The Saratoga Sun -

'Miracles still happen'


Erik Gantt

Becky Backen shares her miraculous journey in the new book "It's a God Thing, Volume 2: When Miracles Happen to Everyday People".

"With God it is all personal, He finds us where we live," said Saratoga resident Becky Backen.

Backen was hit by a train as a child. She not only lived to tell the tale, but has lived a wonderful life. Her story was recently published as a chapter in "It's a God Thing, Volume 2: When Miracles Happen to Everyday People."

Backen was in her father's semi-truck when they stalled on railroad tracks in Fresno, Calif. on June 7, 1973. She was one week shy of her 13th birthday. While stalled on the tracks, a train hit her side of the truck at approximately 60 miles per hour.

The medics found her face down in a ditch about 50 yards from the road, her injuries were extensive. She had several broken bones in her face, a detached right eye, broken ribs, a collapsed lung, broken thigh, a crushed ankle and had lost most of the muscle and shin bone on her lower right leg. On top of that, the doctors said her brain injuries would leave her in a permanent vegetative state, if she lived.

Backen said she told the story of being hit by a train and living with the aftermath many times over the years, but preparing the story for the book was the first time she had written it down.

Backen's heart stopped three times in the hospital, after the accident. While she was unconscious, Backen said she saw a glowing door. When she tried to open the door she was greeted by Joseph, who told her it was not her time to die. Joseph told her he would take her away when the pain got too bad, and he ended up visiting her three times.

Backen survived her injuries, but shows multiple scars from the accident, especially on her right leg.

Backen is now comfortable with her appearance, but there were times in the past when people made her feel bad about the way she looks. In one instance, when she was a teenager, Backen said she was wearing shorts at a grocery store when an old lady said "How dare you, how dare you make everybody look at that."

Backen has a sense of humor about her scars now. She has been known to tell people the massive scar on her right shin is from a shaving accident, and her dad used to tell people that he bit off her missing toe.

When asked what it feels like to be a published author, Backen said, "I'm just so tickled, I've been giggling,"

Backen said someone told her she should listen to K-LOVE radio, which she could only get streaming on the internet. When she visited the K-LOVE webpage, she saw an advertisement for people to submit stories of miracles that had happened to them.

Backen submitted a paragraph about her story late in 2013 and she was contacted by the publisher in January of 2014 asking for the full version of her story. After some editing and revisions Backen approved the draft of her story and it was published in the book.

When asked why she felt the urge to answer the call for stories from K-LOVE, Backen said "it's a good story about what I think God can do, miracles still happen ... and I said 'OK we'll talk about this one.'"

These days, Backen is very happy with her life. "I've got great kids, a great husband, life is good," she said.

Her broken pelvis left Backen with bone spurs that threatened to rupture her uterus if she became pregnant. On top of that, the doctors had told her the accident had made her sterile.

Despite the odds, Backen had her first daughter in 1989. When she went in for an ultrasound, fearing the worst, the bone spurs were gone. The doctors had no medical explanation for the disaapearence of the bone spurs. In 1991, Backen had a son and in 2003, another daughter.

Showing her sense of humor, Backen called the doctor when pregnant in 2002 because she was expecting symptoms of menopause, but felt something moving inside her. She told the doctor "you'd better check it out, it's either an octopus or a baby."

Backen has seen positive actions resulting from telling her story in the past. She rode in a bike-a-thon one time. After she completed the bike course, which was hard because of her leg injuries, an amputee in her neighborhood decided to start wearing his prosthetic leg. Soon after that, he started gardening again and began to live a more fulfilling life. He said that it was because he was inspired by her overcoming her injuries.
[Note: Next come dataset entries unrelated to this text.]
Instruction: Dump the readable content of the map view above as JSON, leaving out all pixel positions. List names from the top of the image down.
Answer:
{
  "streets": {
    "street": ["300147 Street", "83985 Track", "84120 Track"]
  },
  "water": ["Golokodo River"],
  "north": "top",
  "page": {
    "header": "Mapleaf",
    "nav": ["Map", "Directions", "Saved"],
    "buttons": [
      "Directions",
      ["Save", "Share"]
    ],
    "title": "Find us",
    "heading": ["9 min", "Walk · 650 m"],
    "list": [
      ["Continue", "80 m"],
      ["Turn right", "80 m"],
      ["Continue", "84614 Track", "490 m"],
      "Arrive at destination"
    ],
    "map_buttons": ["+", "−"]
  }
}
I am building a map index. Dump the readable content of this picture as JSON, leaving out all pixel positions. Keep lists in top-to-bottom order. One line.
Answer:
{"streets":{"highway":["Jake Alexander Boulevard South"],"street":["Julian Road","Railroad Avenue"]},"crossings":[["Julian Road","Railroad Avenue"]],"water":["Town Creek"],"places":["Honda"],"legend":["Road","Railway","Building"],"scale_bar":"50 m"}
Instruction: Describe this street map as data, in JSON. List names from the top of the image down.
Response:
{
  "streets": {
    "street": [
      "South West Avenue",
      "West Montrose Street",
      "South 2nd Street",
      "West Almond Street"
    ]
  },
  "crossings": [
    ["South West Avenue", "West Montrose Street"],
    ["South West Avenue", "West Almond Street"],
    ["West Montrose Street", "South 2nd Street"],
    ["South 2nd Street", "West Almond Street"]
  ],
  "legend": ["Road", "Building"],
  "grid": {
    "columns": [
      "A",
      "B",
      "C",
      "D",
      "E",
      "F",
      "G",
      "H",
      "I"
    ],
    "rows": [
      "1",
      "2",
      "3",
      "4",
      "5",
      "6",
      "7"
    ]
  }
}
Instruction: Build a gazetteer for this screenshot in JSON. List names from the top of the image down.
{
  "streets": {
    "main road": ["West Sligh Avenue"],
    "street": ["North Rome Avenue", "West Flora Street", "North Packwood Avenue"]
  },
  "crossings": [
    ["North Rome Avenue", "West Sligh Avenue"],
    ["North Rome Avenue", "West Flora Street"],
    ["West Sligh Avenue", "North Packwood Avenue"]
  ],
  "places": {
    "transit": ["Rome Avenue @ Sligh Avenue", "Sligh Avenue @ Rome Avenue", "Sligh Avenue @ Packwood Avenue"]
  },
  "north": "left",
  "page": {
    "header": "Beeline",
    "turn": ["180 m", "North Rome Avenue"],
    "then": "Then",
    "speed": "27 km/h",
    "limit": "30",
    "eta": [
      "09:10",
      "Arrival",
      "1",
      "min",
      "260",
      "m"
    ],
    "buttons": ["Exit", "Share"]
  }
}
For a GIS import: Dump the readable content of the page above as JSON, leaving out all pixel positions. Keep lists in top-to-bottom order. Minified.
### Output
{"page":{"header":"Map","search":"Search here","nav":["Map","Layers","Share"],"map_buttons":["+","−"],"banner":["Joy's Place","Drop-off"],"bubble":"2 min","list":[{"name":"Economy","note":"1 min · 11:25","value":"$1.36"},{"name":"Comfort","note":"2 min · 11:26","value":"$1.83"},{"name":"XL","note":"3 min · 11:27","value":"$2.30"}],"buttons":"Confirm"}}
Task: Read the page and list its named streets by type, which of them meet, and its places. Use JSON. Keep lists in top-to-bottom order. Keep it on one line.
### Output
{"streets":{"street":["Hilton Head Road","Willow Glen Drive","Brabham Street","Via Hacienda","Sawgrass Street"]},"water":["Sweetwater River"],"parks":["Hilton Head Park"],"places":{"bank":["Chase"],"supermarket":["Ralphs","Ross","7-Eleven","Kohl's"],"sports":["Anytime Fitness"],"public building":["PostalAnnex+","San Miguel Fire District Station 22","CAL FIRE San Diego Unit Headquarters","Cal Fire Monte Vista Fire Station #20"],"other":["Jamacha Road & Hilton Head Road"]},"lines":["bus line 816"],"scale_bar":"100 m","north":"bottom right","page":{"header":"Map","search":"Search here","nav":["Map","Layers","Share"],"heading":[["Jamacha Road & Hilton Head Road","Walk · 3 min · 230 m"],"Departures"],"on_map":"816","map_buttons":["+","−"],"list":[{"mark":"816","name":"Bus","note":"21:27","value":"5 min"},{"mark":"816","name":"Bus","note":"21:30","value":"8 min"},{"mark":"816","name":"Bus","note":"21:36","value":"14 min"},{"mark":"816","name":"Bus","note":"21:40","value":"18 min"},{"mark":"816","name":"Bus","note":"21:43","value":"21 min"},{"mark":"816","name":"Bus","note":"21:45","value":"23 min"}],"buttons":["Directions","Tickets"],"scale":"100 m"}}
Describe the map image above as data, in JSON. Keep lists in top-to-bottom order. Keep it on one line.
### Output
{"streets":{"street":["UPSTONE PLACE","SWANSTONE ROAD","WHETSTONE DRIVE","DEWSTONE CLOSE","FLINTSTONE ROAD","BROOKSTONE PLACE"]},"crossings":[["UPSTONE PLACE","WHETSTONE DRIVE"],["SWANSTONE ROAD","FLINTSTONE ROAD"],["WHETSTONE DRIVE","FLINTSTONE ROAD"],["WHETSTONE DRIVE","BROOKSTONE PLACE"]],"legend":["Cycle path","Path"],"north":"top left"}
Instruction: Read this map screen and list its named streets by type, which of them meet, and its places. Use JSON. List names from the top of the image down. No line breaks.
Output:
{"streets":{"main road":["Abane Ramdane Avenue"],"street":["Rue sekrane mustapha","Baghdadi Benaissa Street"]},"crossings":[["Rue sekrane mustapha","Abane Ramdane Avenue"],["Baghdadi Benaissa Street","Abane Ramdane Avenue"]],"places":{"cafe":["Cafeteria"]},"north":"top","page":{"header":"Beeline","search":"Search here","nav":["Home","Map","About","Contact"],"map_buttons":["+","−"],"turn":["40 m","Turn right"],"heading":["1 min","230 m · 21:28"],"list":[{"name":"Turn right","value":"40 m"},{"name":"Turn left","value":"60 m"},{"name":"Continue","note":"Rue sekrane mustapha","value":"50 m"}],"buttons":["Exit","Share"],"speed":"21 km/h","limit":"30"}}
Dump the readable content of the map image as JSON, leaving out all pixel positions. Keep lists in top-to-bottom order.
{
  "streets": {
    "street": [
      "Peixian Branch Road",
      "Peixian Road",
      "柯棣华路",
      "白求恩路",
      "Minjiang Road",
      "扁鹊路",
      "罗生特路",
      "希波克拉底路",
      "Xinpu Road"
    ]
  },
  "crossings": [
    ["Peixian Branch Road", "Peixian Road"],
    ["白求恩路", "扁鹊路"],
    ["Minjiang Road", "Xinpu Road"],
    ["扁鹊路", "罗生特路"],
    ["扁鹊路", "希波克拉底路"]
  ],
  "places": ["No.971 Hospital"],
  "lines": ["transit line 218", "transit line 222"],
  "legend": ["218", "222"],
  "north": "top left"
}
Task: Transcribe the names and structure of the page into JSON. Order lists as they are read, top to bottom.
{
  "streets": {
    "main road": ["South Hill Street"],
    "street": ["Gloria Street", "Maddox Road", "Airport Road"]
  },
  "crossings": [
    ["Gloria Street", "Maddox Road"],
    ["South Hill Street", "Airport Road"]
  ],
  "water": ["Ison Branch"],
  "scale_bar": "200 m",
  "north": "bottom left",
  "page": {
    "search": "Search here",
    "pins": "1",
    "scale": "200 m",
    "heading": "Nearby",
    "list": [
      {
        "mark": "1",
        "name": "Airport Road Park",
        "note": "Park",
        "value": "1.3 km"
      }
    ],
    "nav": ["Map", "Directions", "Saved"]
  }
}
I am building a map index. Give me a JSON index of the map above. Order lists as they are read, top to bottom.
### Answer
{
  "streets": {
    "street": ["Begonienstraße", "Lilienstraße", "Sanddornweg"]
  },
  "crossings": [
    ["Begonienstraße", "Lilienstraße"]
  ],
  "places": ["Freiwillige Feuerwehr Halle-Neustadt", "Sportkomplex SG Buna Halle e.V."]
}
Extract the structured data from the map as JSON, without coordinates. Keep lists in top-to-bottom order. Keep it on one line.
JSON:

Faith and church are a still a regular part of Backen's life. She regularly attends Saratoga Alliance Church.

Backen has shared her story with her fellow church members, "Because to me it's miraculous, God touched me at least once and that's a miraculous thing."

Backen said she doesn't really give advice to people about how to deal with adversity but she does think, "I really believe that if you can stop looking at yourself all the time ... that helps. If you remove the focus from what you can't do and move the focus to what you still can do ... when we focus on our pain it just stays there. God finally let me move on."